BAF protein complexes may prevent cancer development

May 5, 2013, 11:15 p.m.

Researchers at the Stanford School of Medicine have discovered that BAF protein complexes may prevent the development of tumors in multiple kinds of human tissue.

The team’s results, which found mutations in the complex in about one-fifth of all human cancers, were published in a study in Nature Genetics on May 5. The study was co-authored by postdoctoral scholars Cigall Kadoch Ph.D. ’12 P.D. ’13, Diana Hargreaves and Courtney Hodges, former lab members Laura Elias and Lena Ho Ph.D. ’10, Professor of Pathology and of Developmental Biology Gerald Crabtree and Jeff Ranish, an assistant professor at the Institute of Systems Biology.

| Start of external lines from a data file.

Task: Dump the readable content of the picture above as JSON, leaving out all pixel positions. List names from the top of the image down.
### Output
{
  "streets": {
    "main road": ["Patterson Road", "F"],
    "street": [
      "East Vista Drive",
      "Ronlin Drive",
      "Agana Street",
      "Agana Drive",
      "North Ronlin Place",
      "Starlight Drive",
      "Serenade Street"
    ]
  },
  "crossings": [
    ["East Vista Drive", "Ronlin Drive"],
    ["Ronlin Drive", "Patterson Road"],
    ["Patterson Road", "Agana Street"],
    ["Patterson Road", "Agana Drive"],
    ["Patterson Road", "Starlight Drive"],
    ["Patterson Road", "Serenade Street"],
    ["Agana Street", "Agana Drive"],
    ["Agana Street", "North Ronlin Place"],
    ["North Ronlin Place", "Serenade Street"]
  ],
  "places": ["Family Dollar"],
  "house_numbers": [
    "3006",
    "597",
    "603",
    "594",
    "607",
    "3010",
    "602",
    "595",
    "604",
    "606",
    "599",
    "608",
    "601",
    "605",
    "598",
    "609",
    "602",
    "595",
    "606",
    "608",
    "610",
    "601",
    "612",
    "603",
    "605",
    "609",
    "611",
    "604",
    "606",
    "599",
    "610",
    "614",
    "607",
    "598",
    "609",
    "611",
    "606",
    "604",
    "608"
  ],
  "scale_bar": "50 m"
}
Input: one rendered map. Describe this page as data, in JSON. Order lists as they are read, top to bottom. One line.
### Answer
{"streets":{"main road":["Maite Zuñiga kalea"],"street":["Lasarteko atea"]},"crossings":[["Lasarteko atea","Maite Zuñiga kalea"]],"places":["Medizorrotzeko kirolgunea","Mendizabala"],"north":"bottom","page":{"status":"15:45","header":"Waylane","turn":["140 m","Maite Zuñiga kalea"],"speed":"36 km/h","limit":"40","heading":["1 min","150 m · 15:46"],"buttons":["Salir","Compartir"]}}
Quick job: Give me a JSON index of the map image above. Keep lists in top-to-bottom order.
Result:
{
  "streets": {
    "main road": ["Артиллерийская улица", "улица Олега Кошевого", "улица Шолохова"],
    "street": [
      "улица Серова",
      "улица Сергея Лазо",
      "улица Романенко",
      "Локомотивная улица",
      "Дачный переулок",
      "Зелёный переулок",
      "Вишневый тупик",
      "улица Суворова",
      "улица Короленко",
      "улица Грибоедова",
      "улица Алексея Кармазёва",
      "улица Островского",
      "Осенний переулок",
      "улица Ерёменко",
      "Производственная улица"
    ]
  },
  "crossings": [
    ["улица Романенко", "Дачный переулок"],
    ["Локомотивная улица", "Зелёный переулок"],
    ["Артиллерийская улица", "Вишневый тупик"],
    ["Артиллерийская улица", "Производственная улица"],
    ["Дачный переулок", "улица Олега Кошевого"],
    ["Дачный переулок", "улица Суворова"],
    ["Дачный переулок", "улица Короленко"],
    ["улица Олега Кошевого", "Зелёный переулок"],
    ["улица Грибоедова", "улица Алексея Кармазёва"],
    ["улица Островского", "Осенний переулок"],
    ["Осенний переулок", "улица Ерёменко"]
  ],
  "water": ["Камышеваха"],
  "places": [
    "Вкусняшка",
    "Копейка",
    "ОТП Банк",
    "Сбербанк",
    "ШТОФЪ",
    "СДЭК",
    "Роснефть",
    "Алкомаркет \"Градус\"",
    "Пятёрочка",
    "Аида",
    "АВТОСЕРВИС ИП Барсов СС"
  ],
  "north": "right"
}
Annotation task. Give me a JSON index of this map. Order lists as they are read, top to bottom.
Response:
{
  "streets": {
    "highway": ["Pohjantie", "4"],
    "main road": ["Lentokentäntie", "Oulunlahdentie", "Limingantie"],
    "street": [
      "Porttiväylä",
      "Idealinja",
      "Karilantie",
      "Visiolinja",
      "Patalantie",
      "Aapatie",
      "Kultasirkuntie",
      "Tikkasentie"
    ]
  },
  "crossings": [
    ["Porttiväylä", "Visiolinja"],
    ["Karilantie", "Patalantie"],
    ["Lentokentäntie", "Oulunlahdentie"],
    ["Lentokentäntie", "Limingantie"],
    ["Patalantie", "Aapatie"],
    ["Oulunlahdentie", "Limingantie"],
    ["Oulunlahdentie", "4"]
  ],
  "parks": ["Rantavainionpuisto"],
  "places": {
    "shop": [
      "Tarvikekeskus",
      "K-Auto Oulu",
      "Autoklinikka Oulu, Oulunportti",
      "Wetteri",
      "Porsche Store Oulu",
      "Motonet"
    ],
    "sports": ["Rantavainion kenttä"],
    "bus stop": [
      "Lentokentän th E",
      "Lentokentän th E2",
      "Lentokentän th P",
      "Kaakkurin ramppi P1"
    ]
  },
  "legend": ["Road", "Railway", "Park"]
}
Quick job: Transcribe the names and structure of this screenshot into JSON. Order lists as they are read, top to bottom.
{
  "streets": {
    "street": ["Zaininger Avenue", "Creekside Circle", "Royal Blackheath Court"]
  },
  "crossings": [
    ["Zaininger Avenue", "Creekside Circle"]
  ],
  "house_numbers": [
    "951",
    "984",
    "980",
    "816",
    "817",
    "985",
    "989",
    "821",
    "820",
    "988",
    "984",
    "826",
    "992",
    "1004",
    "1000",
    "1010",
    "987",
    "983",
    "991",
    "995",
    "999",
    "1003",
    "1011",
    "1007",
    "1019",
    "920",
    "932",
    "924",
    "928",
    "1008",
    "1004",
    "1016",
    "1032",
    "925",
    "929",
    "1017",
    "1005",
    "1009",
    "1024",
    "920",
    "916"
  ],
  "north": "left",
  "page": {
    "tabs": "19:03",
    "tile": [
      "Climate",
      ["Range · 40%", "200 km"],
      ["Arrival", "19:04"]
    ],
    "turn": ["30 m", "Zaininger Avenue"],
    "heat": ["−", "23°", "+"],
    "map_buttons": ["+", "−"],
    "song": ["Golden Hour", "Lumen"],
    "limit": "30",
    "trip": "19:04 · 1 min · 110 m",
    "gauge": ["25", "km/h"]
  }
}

The researchers used data from their own experiments, as well as shared data from 44 previous studies, to determine that a mutation of even one of the subunits of the BAF complex could spur the development of cancer. In the future, the researchers hope to investigate how the mutations impact the ability of the protein complex to suppress the development of tumors.

“We certainly want to further our understanding of the mechanism behind these findings,” Hargreaves told Inside Stanford Medicine. “Do they promote cancer development by inhibiting the proper progression of the cell cycle? Or perhaps they affect how the complex is positioned on the DNA. We’d like to determine how to recapitulate some of these mutations experimentally to see what types of defects they introduce into the complex.”

The study was funded by the Howard Hughes Medical Institute, the Helen Hay Whitney Foundation, the National Science Foundation and the National Institutes of Health.